10 デヴュタントの準備
歴史のわかる漫画の制作は俺がネームを書くために一旦読まなければならないのを、忘れてた。
クソめんどい。
自分で読むのがだるいので読み書きの出来るメイドに読み上げをさせてる。
お風呂の時や寝る前にも読み聞かせのように。
◆ ◆ ◆
デヴュタントのパーティーといえば令嬢は皆、白いドレスを着る。
そして大人の貴族となった時は国王夫妻に挨拶をするのが慣例。
なので使うことのなかったウェディングドレスを改造しよう。
◆ ◆ ◆
衣装店の者を呼んだ。
トルソーに着せたドレスを見せて、ベールを取ればただのシンプルな白いドレスに見えると思って。
「奥様、このドレスをアレンジすればよいのですか?」
「ああ、完全なオーダーメイドではなく申し訳ないが、こことここにリボンを足して、ここにフェイクパールでもいいから付け足して欲しい」
俺が指をさして指示を出すと衣装店の女性店員は紙にメモをとっているようだった。
「恐れ入りますが、フェイクパールとはなんの事ですか?」
聞き慣れない言葉だったのか、店員が首を傾げた。
「あれ? ここには偽物の安い真珠とかない?」
日本で見てた安いフェイクパールって工場生産のものかな? じゃあいっそ本物の方がマシなのか。
「まぁ、辺境伯夫人ともあろう方が偽物など」
衣装店の者が苦笑いをしてる。
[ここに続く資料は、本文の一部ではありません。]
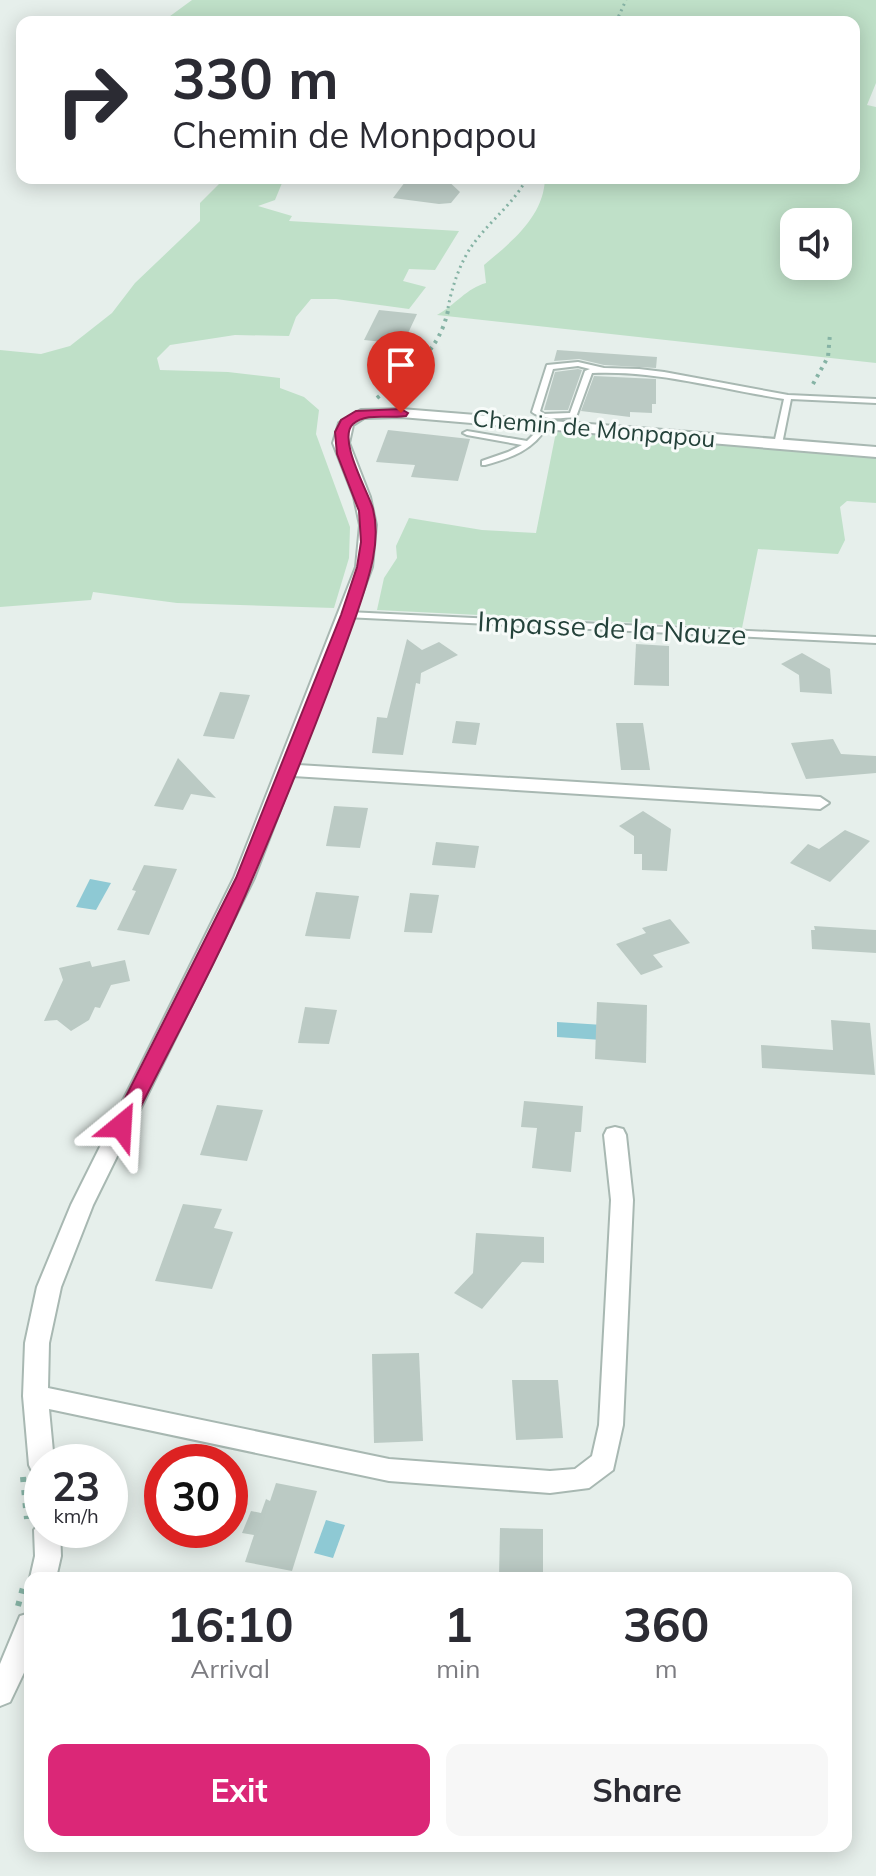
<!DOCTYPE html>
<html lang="en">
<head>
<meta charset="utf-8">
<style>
  body { margin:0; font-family:Mulish,sans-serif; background:#f7f7f7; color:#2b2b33; height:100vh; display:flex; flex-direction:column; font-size:30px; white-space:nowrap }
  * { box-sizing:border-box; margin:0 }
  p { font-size:26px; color:#7c7c81 }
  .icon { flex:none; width:44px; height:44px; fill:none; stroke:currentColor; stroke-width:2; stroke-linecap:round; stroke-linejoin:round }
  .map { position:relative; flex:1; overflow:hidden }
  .panel { position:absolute; left:24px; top:1572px; width:828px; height:280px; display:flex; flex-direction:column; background:#fff; border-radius:16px; box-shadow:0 4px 20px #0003 }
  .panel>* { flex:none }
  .top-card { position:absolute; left:16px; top:16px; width:844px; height:168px; border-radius:16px; box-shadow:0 4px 20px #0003; background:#fff; color:#2b2b33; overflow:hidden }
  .buttons { position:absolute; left:780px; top:208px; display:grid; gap:16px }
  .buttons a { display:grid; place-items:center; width:72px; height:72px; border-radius:16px; background:#fff; box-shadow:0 4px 20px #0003; font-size:40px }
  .speed { position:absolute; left:24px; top:1444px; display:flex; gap:16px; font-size:40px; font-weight:700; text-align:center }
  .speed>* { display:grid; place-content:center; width:104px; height:104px; border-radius:50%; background:#fff; box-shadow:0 4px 20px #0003; line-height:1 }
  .speed small { font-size:20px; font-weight:400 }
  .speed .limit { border:12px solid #d22; background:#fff; color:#111 }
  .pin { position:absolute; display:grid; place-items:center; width:68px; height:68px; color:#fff; margin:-82px -34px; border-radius:50% 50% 50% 0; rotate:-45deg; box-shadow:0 0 8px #0007 }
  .pin .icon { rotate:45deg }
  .me { position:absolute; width:88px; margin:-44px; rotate:27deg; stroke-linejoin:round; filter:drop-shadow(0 0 6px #0008) }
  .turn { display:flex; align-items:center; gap:28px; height:168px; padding:0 24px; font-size:36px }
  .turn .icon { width:104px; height:104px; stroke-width:2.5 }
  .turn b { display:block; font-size:56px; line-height:68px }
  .eta { display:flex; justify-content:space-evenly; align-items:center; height:136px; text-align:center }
  .eta b { font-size:48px; font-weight:700; line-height:56px }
  .cta { display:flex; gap:16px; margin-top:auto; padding:16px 24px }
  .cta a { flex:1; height:92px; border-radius:16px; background:#db2777; color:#fff; font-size:32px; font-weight:700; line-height:92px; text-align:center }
  .cta a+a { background:#f7f7f7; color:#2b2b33 }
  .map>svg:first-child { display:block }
</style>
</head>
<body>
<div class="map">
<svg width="876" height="1876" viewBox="0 0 876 1876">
  <rect width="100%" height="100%" fill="#e6efeb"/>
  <g fill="#bfe0c8" fill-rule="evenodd">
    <path d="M192,0h684v83l-9,22 9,2v256l-439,-48c18,-10 30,-27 49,-32l-2,-18c27,-23 60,-48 61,-87h309v-156h-692zM838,222v44h-44v-44z"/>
    <polygon points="225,178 302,178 293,183 282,183 275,200 258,206 292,216 289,221 459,231 435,270 409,269 403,281 426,287 409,309 336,299 311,299 296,317 289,336 235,335 170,345 157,358 160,370 228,372 280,378 280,388 304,397 319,410 316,434 350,527 349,558 334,608 177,603 93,592 91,600 0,607 0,350 41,354 70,346 112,313 135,283 200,221 200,203"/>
    <polygon points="556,432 876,456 876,503 847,501 840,507 845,540 838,554 758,549 742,628 377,610 384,578 397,558 396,546 409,518 482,530 536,533"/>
  </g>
  <g fill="#8ec9d4">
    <polygon points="90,879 111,883 96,910 76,907"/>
    <polygon points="557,1022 603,1025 602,1040 557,1037"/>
    <polygon points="326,1520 345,1525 333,1558 314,1553"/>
  </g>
  <g fill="#bbcac4">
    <polygon points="408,178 445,178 460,192 451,203 439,204 393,198"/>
    <polygon points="379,310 417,314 403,344 364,340"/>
    <polygon points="557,350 657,357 656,368 604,365 579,359 554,361"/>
    <polygon points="578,369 582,370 568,410 544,410 555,372"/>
    <polygon points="594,376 656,379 656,404 652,404 652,413 630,412 630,417 581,411"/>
    <polygon points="388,430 470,439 458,481 411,477 415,465 376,462"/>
    <polygon points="407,639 422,650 439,642 458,655 421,673 420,684 416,683 403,755 372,753 377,717 387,718"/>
    <polygon points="636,644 669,646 669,686 634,685"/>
    <polygon points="802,653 830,669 832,694 800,692 799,675 781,664"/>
    <polygon points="220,692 250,695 234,739 203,736"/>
    <polygon points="456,721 480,723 476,745 452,743"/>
    <polygon points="616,723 643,723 650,770 621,770"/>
    <polygon points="833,739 841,754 876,756 876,773 806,779 791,743"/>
    <polygon points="178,758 216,798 191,794 183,810 154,806"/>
    <polygon points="334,806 368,808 360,848 326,846"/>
    <polygon points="643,811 671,829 667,871 642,870 642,854 634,854 634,836 619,826"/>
    <polygon points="845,830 870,841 830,882 790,863 808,844 819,849"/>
    <polygon points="436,842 479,846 475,868 432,865"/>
    <polygon points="144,865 177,869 149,935 117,930 136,891 132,890"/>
    <polygon points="316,892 359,896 350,939 305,936"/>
    <polygon points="410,893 439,895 432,933 404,932"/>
    <polygon points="670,919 690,943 653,955 663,967 641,975 616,944 646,933 642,928"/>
    <polygon points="814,926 876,930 876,953 812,949 811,930 815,930"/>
    <polygon points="125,960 130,981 111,985 100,1008 95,1007 89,1020 71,1031 57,1020 44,1021 63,980 59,968 90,961 92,967"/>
    <polygon points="597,1002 647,1005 646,1063 595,1059"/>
    <polygon points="305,1007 337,1010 329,1044 298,1043"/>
    <polygon points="831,1020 870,1023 875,1075 762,1068 761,1045 833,1050"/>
    <polygon points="524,1101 583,1106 581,1132 575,1132 571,1172 532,1168 537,1128 521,1127"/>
    <polygon points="217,1105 263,1110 247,1161 200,1155"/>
    <polygon points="183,1204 222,1209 214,1228 233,1232 212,1289 155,1281"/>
    <polygon points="476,1233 544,1237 544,1263 522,1262 482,1309 454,1293 473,1273"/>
    <polygon points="419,1353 423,1441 374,1443 372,1354"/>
    <polygon points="512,1380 558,1380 563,1438 516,1440"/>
    <polygon points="276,1483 317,1491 292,1571 245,1562 254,1535 242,1533 251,1511 261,1513 266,1499 270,1501"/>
    <polygon points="500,1528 543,1529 543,1578 499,1577"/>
  </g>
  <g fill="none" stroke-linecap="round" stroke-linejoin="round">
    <defs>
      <g id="service">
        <path d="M578,362l26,6 35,1 25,3 124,23 88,4v4l-85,-4 -9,45 -4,2 -4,-2 10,-45c-64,-10 -127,-29 -192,-26l-16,44c-15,1 -32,4 -44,-5l15,-47zM578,366l12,3 -5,2 -15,42 -26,1 -4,-3 13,-42z"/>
        <path d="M541,423h6l1,2c-14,25 -37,33 -63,40h-3v-4l26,-9 14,-7 -55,-10 -4,-2 4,-2 60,10 9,-9z"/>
        <polygon points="348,612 876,637 876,643 345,617 345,613"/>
      </g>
      <g id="minor">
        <polygon points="401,409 876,447 876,457 401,417 364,418 353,425 349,443 370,497 376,525 372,567 298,765 820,797 829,803 820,809 293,776 254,878 93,1205 61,1287 49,1343 48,1388 389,1459 550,1471 575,1469 592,1456 599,1425 611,1200 604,1135 607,1129 615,1127 623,1129 626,1135 633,1200 623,1425 613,1470 589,1488 550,1493 389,1481 49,1409 54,1462 42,1462 42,1476 33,1473 29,1465 23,1396 25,1343 37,1287 71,1205 234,878 356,567 360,525 354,497 333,443 339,423 361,410"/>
        <polygon points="42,1520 42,1530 60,1530 61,1556 56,1578 30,1578 35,1556 34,1530"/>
        <polygon points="30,1613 30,1660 10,1702 0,1706 0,1664 20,1616"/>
      </g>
    </defs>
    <use href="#service" stroke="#a8b8b2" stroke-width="4"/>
    <use href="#minor" stroke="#a8b8b2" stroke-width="4"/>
    <g stroke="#86b3a5" stroke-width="3" stroke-dasharray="2 4" stroke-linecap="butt">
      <polyline points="616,22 626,0"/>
      <path d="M448,308c4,-22 13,-48 26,-65 17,-23 40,-40 53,-65"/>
    </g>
    <g stroke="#86b3a5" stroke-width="4" stroke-dasharray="3 5" stroke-linecap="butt">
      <polyline points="813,384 828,357 830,334"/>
      <path d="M377,398c35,-30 63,-45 72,-92"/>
    </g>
    <g stroke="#86b3a5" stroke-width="6" stroke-dasharray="5 8" stroke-linecap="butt">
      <polyline points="23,1477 27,1519"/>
      <polyline points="18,1606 24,1584"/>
    </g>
    <use href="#service" fill="#fff" fill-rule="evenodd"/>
    <use href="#minor" fill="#fff" fill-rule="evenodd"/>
  </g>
  <path fill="#db2777" stroke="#8e194d" stroke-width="2" d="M401,409l7,4 -2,3c-17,3 -39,-4 -53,8 -16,15 15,67 20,85 9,35 -6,74 -17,107 -31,87 -66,174 -102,259 -36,86 -82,168 -123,251l-3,5h-14l-3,-5 125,-248 105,-263 16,-48 4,-25 -2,-31 -22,-57 -2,-22 6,-12 15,-9z"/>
  <g text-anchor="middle" stroke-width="6" stroke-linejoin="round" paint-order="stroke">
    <g font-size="24" fill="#24423a" stroke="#f7fbf9">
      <text transform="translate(594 429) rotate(5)" y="8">Chemin de Monpapou</text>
    </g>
    <g font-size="28" fill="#24423a" stroke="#f7fbf9">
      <text transform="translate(612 628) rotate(3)" y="10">Impasse de la Nauze</text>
    </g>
  </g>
</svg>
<div class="buttons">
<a><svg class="icon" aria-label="sound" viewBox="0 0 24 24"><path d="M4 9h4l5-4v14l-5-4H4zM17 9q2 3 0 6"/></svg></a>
</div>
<div class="speed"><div>23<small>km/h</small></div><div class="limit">30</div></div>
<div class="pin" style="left:401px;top:413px;background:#d93025"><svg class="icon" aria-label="arrive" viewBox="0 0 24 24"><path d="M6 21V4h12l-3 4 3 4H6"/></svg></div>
<svg class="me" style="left:121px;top:1126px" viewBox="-20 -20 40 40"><path d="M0-17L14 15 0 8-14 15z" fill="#db2777" stroke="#fff" stroke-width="4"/></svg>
<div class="top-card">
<div class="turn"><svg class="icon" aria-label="right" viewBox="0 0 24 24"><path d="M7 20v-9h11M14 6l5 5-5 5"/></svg><div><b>330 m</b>Chemin de Monpapou</div></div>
</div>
<section class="panel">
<div class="eta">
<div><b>16:10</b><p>Arrival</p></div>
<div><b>1</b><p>min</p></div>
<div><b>360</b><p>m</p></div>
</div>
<div class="cta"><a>Exit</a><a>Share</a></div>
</section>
</div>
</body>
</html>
これはいかん。俺の失態だ。
「税金を使いずぎって思われないよう安物でいいと思ったのだが、そうか、それじゃ逆に辺境伯に恥をかかせてしまうか、じゃあ本物の真珠で作ってくれ」
「はい、それにしてもこれはウェディングドレスでは? 手を入れて後悔なさいませんか?」
あれ? やっぱりプロからすればわかるものか?
「実家の者がくれたのだけど、ただの白いドレスかと思ってたわ! やや地味だから!」
誤魔化した。
「この裾や袖口のレースはとても繊細なものですから……」
「わりといいものだったと?」
「ええ、このレースを見る限り」
流石に結婚の衣装だけは辺境伯の家格に釣り合うようにマシなのくれたのか?
俺にはごくシンプルなドレスだなとしか分からなかったが。とは言え、
「一度も袖を通してないドレスだから勿体なくてアレンジして着ようと」
店員が驚いた顔をした。
「式をなさっておられないと?」
祝福してくれる友人もいないし……
「お互い不要だと思ってやめた」
俺の言葉に衣装店の者がぶわっと泣いた。 何故だ。
「な、何もそなたが泣かずとも」
俺は慌てて近くのテーブルの上に置いていたハンカチを店員に差し出した。
「あ、ありがとうございます。大丈夫です、己のハンカチがございます」
そして確かに店員は己のポケットからハンカチを出した。
「ついでに何着か新しいドレスを作るといい」
「え?」
急に辺境伯がログインしてきた。部屋のドアが開きっぱなしだからノックもせずに入って来たんだな。
「そなたは荷物が少なかったと聞く」
「ええ、移動が長いので……身軽にしようと」
アリストにたいした資産がなかったのもある。
「分かりました! 新しいドレスも作りましょう!」
店員は嬉しそう。そらそうか、金になるもんな。
「じゃあ既製服でもいいから動きやすい普段着も」
「普段着と申しますと?」
「ごくシンプルなブラウスとスカート、洗濯がしやすい上下が別れているもの」
「そ、そういうものは平民が着るものですが……」
店員は言いにくそうにしつつもそう語る。
「ドレスばっかり着てると疲れるし、洗濯する者も大変だろう」
ドレスは汚すと大変そうだなって気を使うんだ。高いし。
「さ、左様でございますか」
「そなたがそれでいいなら、そういうものも買えばいい、だが、ドレスも五着は必要だ、費用はわたしが出すから心配はするな」
「あ、奢りなら遠慮なく」
「奢りって……」
辺境伯が俺の言葉に呆れた。
「いえその、あはは、服のお礼に燻製ベーコンをあげますよ」
元からあげようと思ってたのに、歴史の勉強のせいで忘れてた。
「は? ベーコン?」
「先日作ったやつ」
「ああ、あれか、報告はうけていた」
つい酒の席の奢りみたいなノリで言ってしまった。中身庶民と変わらんから、俺の金銭感覚。
しかし案外親切だな、辺境伯。妻としてみすぼらしい格好をされたくない説もあるが。
衣装店の人にも俺は変な貴族だと思われたかもな。別にいいけど。